About this task:
Look through the material that follows and show every line with the string "sans".
=== Extracted records ===
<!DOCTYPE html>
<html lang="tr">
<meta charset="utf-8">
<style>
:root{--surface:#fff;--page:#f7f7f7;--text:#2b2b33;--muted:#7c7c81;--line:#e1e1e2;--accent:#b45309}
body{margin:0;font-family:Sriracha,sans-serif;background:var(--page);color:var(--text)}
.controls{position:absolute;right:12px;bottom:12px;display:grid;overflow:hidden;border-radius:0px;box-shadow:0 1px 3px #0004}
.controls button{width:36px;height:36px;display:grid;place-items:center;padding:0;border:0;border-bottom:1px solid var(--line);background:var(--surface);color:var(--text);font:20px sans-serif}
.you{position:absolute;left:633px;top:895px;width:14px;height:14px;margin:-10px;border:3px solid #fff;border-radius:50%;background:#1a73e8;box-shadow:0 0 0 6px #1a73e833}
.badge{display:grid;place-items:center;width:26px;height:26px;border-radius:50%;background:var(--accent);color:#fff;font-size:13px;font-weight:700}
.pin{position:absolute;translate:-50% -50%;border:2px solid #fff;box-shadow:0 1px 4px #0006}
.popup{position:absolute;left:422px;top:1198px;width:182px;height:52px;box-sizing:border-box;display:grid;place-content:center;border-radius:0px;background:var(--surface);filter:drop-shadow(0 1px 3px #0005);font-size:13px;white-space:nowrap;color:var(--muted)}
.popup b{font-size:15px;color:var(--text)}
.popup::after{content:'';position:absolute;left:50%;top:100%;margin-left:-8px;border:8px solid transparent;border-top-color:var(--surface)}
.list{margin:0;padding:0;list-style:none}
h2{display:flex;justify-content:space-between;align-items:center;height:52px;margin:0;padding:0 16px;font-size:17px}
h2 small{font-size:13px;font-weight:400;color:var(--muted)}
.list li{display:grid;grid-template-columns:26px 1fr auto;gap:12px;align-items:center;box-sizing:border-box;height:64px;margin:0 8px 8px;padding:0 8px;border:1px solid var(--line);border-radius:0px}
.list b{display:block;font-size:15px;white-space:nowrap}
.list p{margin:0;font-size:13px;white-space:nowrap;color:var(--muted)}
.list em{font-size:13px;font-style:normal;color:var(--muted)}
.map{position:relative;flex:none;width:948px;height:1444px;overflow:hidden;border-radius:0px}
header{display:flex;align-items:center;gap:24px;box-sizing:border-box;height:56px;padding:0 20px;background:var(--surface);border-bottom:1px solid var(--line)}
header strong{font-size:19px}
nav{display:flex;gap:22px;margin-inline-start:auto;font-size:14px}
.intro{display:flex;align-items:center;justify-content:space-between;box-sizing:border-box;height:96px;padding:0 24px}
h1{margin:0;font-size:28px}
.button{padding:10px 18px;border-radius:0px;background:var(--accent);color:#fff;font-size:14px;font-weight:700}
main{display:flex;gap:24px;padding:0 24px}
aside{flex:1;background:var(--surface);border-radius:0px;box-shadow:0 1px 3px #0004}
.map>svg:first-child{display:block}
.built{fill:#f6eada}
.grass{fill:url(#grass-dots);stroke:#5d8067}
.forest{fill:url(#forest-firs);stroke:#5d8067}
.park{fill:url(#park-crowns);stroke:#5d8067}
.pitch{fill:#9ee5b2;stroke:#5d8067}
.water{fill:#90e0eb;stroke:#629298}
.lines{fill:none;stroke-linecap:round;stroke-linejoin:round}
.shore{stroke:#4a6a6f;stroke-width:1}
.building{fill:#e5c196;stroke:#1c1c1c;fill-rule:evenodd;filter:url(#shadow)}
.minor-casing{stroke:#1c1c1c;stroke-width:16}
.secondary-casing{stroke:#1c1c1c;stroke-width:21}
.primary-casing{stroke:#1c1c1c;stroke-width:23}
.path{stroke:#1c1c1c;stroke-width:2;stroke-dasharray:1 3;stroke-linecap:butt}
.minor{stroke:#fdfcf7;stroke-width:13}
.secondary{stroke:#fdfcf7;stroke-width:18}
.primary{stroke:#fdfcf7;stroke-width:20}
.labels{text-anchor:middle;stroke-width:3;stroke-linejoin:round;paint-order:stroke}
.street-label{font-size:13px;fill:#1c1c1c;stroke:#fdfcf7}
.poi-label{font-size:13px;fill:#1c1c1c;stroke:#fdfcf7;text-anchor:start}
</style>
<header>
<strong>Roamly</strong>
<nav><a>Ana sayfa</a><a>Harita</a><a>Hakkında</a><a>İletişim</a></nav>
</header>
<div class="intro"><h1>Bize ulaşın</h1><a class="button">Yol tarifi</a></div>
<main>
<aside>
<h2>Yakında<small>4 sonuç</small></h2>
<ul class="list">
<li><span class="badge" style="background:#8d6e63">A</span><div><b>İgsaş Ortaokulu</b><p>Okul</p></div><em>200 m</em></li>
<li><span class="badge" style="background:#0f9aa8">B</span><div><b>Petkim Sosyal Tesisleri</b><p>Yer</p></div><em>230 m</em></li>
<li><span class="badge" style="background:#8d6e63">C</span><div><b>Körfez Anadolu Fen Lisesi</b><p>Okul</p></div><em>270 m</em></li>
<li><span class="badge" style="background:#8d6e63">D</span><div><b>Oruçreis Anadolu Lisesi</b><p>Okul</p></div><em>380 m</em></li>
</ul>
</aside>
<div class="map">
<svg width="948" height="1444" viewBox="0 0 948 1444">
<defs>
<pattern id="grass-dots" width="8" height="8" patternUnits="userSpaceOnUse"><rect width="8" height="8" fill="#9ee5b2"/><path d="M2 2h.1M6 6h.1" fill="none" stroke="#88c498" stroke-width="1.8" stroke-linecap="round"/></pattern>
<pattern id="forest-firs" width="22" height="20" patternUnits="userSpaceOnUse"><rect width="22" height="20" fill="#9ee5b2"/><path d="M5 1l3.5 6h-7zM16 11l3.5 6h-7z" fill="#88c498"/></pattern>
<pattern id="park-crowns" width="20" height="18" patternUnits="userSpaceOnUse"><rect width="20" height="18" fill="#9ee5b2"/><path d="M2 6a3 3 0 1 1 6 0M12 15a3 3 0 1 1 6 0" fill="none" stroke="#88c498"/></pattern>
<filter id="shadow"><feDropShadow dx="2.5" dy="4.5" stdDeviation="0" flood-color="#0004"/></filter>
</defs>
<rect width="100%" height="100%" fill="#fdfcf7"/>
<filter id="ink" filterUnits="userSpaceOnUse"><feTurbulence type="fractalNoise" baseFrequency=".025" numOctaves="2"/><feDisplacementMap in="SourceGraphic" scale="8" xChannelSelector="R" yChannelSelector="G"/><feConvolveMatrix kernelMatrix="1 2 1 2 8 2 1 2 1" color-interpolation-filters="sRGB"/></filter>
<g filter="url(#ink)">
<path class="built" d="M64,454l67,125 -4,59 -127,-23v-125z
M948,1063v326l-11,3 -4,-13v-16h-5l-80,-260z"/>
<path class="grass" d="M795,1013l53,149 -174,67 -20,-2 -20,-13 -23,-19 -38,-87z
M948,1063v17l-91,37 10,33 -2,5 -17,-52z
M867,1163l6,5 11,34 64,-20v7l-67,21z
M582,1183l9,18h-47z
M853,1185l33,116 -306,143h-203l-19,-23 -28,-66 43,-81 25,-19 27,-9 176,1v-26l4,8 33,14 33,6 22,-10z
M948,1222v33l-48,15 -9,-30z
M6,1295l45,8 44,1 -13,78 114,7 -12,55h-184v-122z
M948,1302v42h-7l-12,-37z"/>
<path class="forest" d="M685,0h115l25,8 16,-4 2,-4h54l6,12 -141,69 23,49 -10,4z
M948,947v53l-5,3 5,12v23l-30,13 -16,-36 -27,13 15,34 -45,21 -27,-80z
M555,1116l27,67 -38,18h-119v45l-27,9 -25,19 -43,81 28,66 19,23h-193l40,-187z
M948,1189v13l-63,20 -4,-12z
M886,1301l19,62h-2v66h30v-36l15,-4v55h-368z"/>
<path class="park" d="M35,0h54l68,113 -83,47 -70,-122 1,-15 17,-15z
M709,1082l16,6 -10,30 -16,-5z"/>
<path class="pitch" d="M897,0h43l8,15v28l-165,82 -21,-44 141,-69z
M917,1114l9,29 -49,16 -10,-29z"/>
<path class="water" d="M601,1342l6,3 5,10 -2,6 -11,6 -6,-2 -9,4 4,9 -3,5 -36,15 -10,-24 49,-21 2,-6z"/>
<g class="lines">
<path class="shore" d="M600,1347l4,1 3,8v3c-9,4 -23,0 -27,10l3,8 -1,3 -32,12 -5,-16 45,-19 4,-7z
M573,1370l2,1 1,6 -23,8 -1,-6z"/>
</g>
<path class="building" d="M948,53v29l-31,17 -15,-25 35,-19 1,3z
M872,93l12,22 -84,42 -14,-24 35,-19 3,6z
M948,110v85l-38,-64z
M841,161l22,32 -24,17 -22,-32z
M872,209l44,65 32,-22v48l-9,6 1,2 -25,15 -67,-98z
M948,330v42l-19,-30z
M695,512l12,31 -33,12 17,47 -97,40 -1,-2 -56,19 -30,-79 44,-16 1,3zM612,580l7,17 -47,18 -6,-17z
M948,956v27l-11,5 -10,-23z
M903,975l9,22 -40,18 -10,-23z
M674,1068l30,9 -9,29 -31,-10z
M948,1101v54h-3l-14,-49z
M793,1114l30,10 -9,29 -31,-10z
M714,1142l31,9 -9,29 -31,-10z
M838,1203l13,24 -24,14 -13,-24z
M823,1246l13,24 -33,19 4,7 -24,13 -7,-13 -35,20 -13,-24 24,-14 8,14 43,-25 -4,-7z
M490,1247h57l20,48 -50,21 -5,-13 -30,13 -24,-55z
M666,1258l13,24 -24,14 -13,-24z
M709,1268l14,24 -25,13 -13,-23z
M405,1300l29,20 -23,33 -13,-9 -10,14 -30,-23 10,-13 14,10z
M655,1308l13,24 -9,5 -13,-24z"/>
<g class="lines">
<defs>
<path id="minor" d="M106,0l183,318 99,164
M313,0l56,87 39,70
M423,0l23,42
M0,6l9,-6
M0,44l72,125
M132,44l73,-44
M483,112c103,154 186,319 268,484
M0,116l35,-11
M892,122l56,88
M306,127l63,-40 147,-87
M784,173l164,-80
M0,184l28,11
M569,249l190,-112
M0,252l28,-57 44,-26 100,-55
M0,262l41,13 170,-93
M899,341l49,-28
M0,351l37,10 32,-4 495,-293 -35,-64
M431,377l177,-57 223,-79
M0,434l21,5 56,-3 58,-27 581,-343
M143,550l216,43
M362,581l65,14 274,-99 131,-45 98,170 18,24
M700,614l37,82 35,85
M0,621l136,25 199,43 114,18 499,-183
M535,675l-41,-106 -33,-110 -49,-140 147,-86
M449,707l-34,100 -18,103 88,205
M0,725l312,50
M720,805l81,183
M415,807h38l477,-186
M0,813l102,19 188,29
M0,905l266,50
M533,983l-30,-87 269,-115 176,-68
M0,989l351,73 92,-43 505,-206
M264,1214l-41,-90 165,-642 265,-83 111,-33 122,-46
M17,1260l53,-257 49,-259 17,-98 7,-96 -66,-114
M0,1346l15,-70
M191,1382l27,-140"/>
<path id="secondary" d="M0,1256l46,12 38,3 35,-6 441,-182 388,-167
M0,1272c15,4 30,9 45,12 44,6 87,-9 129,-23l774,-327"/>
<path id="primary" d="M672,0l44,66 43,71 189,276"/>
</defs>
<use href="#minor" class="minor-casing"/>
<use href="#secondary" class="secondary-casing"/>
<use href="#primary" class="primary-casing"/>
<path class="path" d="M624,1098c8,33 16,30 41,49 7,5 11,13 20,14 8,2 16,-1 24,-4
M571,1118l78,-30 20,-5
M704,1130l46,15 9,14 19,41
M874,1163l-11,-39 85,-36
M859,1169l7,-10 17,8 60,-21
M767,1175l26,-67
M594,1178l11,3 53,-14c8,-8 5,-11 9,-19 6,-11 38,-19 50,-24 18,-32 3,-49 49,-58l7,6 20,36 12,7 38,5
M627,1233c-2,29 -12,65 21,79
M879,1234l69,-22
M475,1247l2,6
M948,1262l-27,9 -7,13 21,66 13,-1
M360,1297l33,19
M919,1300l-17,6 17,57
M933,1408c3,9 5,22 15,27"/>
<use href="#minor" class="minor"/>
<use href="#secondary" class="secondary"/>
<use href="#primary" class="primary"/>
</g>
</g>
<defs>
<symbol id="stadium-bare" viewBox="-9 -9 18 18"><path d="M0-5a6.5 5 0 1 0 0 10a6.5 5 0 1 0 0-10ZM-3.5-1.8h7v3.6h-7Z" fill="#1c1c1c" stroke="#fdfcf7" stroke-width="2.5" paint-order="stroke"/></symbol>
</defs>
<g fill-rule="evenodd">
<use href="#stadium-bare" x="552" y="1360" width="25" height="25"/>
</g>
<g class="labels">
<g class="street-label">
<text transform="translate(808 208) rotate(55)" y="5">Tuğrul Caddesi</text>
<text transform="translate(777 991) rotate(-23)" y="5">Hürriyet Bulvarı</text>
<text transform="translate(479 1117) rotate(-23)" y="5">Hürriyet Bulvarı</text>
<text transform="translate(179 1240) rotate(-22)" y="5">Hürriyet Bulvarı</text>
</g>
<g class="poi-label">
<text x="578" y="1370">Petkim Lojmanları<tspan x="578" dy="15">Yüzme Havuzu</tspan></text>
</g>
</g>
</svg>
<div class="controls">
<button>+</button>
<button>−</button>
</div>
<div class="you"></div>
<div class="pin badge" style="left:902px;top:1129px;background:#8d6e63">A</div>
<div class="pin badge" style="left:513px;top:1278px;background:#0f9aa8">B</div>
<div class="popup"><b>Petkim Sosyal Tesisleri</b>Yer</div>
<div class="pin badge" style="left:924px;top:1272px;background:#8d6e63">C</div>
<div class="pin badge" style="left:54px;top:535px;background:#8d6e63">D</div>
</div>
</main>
===
Problem solution:
body{margin:0;font-family:Sriracha,sans-serif;background:var(--page);color:var(--text)}
.controls button{width:36px;height:36px;display:grid;place-items:center;padding:0;border:0;border-bottom:1px solid var(--line);background:var(--surface);color:var(--text);font:20px sans-serif}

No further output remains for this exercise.